Mutual fund industry may find bonanza in new investors

For the multibillion-dollar US mutual fund industry, the summer of 1980 may turn out to be a period of economic bonanza -- despite rising unemployment and a faltering economy.

Industry analysts here are understandably cautious in their readings of what investors may do with excess funds in a period of economic uncertainty. But at the same time, enough indicators are emerging here to point to what could be a particularly promising period during coming months if the industry plays its cards right:

* As interest rates continue to spin downward, money market funds - for the short haul, at least -- continue to offer higher yields than fixed period bank or Treasury certificates. As the same time, traditional stock funds and bond funds look better than ever -- the stocks because they have long been considered undervalued, the bond funds because investors now have the opportunity to lock in on high yields before they drop further.

* Most important, as the industry is well aware, billions of dollars of savings deposits placed in bank savings certificates will be reaching final maturity during the period between June and October. And it is precisely these savings that the industry is eyeing discreetly.

During June $36.1 billion of certificates held in bank and savings and loan accounts will come due.

That amount will rise to over $76 billion in July. In October alone a whopping $100 billion of certificates will reach maturity.

Yet, during this same period, interest rates -- assuming the present trend continues -- should be coming down. And that means money funds, which will have a solid mix of investments locked into fairly high yield financial instruments -- should presumably continue to look much better on a yields basis than rates that banks and S&Ls can offer.

For example, some Washington area S&Ls are now offering six-month savings certificates at an annual yield of 8.003 percent. But by just thumbing through local newspapers, a savvy investor could quickly discover that just one money market mutual fund -- the Government Investors Trust -- is paying around 12 1/2 percent.

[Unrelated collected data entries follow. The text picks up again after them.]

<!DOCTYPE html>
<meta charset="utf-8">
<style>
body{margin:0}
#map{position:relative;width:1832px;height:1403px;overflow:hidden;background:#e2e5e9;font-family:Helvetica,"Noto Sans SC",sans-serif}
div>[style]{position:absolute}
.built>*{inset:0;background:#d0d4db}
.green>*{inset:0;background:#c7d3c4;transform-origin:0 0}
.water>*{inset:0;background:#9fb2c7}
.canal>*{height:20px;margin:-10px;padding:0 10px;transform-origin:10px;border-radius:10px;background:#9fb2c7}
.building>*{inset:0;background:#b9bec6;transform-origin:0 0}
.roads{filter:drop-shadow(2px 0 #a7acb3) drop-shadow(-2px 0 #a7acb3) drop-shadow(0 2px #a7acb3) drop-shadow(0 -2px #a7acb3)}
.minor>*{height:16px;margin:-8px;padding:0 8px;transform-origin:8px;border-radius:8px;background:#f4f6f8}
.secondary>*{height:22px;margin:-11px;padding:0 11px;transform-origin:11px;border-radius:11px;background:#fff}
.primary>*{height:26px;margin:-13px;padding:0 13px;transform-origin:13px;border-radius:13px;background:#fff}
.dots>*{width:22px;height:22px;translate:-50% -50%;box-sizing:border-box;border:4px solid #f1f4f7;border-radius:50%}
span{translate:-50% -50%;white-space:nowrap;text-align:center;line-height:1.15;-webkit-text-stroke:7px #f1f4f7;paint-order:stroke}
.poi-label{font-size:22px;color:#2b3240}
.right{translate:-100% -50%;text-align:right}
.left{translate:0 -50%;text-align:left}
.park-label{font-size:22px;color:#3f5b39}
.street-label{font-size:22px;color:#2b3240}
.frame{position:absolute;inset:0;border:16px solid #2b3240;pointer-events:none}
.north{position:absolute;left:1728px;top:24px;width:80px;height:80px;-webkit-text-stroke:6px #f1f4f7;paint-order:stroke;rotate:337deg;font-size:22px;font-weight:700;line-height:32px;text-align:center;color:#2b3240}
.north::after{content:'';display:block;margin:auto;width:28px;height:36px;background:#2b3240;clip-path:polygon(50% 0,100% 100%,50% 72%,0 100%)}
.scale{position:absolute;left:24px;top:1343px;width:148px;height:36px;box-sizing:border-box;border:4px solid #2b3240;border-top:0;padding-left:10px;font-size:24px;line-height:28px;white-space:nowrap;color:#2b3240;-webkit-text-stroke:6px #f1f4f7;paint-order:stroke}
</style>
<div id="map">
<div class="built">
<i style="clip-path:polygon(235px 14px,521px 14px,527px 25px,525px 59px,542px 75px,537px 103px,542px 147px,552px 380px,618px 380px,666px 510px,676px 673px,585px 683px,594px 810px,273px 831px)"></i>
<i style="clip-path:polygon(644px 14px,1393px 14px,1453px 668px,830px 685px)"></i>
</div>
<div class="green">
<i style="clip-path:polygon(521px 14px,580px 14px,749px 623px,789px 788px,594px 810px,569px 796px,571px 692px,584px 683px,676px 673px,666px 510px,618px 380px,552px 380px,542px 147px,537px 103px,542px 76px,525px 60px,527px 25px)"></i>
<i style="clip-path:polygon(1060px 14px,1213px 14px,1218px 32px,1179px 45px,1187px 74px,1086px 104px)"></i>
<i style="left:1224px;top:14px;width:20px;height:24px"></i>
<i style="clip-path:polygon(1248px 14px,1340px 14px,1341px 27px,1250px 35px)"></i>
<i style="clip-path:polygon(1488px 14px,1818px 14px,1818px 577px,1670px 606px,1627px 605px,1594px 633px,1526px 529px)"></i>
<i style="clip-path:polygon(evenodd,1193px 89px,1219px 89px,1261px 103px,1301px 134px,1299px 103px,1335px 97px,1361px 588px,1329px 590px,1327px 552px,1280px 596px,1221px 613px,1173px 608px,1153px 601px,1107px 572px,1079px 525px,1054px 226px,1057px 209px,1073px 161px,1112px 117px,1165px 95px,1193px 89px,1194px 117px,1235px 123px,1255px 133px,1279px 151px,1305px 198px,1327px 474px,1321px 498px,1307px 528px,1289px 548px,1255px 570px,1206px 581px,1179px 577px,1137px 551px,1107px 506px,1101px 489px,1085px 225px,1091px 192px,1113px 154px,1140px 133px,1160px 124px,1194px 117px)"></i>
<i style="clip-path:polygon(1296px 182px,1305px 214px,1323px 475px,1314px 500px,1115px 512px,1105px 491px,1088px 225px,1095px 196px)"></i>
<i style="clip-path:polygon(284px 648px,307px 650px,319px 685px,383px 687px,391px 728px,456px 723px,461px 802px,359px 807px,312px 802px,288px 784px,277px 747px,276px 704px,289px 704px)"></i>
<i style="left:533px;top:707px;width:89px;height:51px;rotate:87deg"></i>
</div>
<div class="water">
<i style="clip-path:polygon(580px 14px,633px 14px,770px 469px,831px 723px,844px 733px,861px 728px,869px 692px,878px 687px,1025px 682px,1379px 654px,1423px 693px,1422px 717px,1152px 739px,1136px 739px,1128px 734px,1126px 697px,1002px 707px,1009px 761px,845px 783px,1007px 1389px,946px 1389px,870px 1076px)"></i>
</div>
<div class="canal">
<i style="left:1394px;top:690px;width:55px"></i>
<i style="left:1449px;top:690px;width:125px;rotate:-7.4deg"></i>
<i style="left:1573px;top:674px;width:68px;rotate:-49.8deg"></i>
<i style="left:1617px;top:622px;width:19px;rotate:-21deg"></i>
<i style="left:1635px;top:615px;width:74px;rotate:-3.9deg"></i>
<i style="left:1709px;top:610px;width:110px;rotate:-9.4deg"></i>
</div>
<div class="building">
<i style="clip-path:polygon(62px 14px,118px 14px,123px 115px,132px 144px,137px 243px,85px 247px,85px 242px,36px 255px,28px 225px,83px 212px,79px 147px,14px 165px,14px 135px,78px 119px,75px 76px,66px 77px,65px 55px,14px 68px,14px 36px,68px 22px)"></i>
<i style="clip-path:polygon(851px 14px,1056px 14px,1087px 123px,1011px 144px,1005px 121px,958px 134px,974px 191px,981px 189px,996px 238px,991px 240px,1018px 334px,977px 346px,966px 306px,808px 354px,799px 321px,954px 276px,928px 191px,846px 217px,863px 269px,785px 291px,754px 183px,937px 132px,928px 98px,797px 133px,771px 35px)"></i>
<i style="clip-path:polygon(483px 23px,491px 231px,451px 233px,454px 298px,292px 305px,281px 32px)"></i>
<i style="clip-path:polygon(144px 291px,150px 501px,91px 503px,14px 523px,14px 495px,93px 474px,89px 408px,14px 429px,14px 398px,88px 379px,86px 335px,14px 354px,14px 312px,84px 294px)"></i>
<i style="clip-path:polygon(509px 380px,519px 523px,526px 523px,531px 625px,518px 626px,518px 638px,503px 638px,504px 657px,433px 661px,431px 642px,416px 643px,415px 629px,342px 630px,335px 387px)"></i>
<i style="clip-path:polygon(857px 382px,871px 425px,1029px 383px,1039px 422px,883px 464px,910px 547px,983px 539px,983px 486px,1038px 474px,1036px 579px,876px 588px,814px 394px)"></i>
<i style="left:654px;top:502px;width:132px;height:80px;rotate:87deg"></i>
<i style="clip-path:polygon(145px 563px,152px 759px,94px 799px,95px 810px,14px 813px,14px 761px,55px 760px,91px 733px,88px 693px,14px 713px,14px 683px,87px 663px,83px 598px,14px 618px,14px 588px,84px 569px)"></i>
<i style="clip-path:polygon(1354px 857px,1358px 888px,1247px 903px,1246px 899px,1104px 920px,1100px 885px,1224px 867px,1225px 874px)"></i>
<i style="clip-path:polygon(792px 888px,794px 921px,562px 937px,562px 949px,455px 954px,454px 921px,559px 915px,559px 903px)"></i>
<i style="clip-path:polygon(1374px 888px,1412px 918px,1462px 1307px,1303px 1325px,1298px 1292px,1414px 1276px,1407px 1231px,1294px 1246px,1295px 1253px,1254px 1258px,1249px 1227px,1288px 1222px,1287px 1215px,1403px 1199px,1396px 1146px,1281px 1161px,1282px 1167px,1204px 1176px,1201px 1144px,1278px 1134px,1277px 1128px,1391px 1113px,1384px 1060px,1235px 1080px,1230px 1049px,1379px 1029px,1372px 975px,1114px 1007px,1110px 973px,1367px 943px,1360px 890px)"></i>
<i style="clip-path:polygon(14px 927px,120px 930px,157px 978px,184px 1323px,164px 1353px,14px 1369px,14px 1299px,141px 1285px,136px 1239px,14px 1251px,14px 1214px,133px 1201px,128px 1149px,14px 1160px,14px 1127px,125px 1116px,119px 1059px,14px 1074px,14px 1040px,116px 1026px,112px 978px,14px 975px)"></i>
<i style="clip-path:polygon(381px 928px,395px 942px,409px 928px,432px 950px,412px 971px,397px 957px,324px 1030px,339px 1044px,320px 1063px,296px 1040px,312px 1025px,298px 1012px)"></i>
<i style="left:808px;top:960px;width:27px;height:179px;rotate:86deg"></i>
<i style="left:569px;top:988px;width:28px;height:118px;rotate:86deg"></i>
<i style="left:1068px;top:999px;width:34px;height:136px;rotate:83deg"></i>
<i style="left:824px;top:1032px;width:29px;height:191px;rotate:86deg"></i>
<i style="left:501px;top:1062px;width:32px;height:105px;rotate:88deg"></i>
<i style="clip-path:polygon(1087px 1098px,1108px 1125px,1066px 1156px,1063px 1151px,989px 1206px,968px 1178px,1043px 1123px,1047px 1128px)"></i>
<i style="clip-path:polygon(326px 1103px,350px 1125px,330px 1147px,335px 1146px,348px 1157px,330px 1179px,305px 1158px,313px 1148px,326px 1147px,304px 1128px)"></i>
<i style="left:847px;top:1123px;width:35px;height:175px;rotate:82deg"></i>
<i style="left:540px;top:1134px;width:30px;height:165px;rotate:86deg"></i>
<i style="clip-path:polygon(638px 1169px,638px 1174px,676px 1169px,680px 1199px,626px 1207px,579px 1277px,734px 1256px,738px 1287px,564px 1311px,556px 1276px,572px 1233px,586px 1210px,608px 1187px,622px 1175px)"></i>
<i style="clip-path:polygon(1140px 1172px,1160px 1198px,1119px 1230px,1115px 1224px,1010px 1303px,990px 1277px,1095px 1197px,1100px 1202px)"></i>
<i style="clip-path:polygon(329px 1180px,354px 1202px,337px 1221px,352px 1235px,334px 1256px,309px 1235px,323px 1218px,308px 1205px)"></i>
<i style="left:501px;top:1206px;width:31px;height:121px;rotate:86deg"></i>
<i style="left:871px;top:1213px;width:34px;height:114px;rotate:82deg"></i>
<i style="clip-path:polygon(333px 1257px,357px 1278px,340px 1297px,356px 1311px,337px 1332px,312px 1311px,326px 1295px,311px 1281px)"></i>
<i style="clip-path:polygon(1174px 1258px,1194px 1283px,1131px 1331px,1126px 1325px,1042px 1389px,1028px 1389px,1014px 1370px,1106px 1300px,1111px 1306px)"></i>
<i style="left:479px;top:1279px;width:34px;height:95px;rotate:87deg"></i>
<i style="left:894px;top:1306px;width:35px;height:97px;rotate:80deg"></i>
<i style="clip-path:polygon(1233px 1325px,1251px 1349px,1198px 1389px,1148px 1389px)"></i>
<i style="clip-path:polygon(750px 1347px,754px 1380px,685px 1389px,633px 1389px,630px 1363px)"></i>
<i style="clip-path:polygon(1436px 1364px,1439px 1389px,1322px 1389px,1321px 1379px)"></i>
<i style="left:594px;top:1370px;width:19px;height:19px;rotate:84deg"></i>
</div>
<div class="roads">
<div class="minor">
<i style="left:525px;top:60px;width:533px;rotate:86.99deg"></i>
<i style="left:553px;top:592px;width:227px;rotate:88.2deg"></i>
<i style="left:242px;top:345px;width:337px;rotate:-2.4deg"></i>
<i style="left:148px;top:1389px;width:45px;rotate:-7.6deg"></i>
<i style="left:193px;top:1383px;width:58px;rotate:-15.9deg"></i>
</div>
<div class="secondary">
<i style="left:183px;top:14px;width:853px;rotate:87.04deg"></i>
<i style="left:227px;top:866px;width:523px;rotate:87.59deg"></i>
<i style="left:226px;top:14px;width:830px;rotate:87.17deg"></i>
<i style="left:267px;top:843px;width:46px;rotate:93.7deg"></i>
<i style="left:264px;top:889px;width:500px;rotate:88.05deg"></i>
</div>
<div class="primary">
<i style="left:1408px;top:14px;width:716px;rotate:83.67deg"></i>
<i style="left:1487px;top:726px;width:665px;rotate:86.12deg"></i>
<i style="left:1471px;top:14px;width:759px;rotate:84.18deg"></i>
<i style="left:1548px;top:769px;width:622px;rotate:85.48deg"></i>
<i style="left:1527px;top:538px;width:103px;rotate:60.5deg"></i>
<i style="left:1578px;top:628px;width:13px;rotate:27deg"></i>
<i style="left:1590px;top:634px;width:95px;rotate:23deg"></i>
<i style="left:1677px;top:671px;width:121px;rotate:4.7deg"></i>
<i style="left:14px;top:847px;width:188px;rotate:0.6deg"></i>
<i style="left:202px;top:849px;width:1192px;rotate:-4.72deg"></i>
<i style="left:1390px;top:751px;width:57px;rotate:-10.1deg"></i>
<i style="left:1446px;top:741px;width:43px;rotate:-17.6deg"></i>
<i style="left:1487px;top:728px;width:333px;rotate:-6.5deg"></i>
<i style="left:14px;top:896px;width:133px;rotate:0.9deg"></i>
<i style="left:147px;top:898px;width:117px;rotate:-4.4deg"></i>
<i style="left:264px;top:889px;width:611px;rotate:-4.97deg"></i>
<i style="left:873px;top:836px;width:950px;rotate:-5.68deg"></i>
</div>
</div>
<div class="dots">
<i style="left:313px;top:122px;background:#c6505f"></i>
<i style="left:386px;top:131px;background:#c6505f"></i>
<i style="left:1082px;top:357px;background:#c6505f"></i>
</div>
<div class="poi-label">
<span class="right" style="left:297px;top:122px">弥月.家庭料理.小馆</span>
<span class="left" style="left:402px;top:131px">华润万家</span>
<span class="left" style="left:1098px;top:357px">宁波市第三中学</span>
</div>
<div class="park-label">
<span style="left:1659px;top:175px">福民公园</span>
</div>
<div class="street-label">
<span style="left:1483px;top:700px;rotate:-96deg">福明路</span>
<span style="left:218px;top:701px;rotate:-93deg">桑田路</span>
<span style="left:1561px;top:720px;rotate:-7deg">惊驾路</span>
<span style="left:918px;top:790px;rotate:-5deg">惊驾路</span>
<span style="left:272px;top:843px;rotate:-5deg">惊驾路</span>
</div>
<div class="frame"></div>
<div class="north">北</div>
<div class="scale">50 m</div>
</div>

The Federal Reserve Board, as part of its overall anti-inflation credit controls announced in mid-March 1980 imposed a reserve requirement on money funds, requiring them to set aside a certain percentage of new assets. At first the reserve was pegged at 15 percent.

That amount has now been lowered to 7 1/2 percent.

While the purpose of the set-aside was to reduce yields on money funds -- and thus discourage savings flows to the funds -- the evidence is more than ample that the investing public correctly perceives money funds are still more than competitive when yields are compared with bank certificates.

While money funds continue to grow, investors appear to be once again moving back into nonmoney funds. During April alone, investment in nonmoney funds exceeded $1 billion, with a net gain (sales over redemptions) of $249 million. That turned out to be the best overall gain since October 1969.

Whether that pattern continues, of course, is still uncertain.

But so far, industry officials are more than optimistic, given falling interest rates.

Industry officials are still considering what to do about challenging the Fed's reserve set-aside. "Obviously, 7 1/2 percent is better than the 15 percent requirement," wryly notes an official of the Investment Company Institute (ICI), main trade group for the mutual fund industry.

But at the same time, he points out, the industry continues to argue that the set-aside is illegal because it is not in keeping with the legal intent of the Credit Control Act of 1969 -- the legal underpinning of the Fed's credit curbs. As the ICI sees it, the purpose of the Credit Control Act was to restrict credit -- not inhibit savings. Still, as both ICI officials and analysts here note, the credit curbs appear to have not yet appreciably slowed the continuing appeal of money funds.

Through late May, 29 new money market funds -- out of a total of 110 funds -- were actively courting investor deposits despite the Fed's reserve set-aside.The "clones" have already snapped up some $1.6 billion in assets, clear indications, industry sources point out, of the continuing draw of money funds.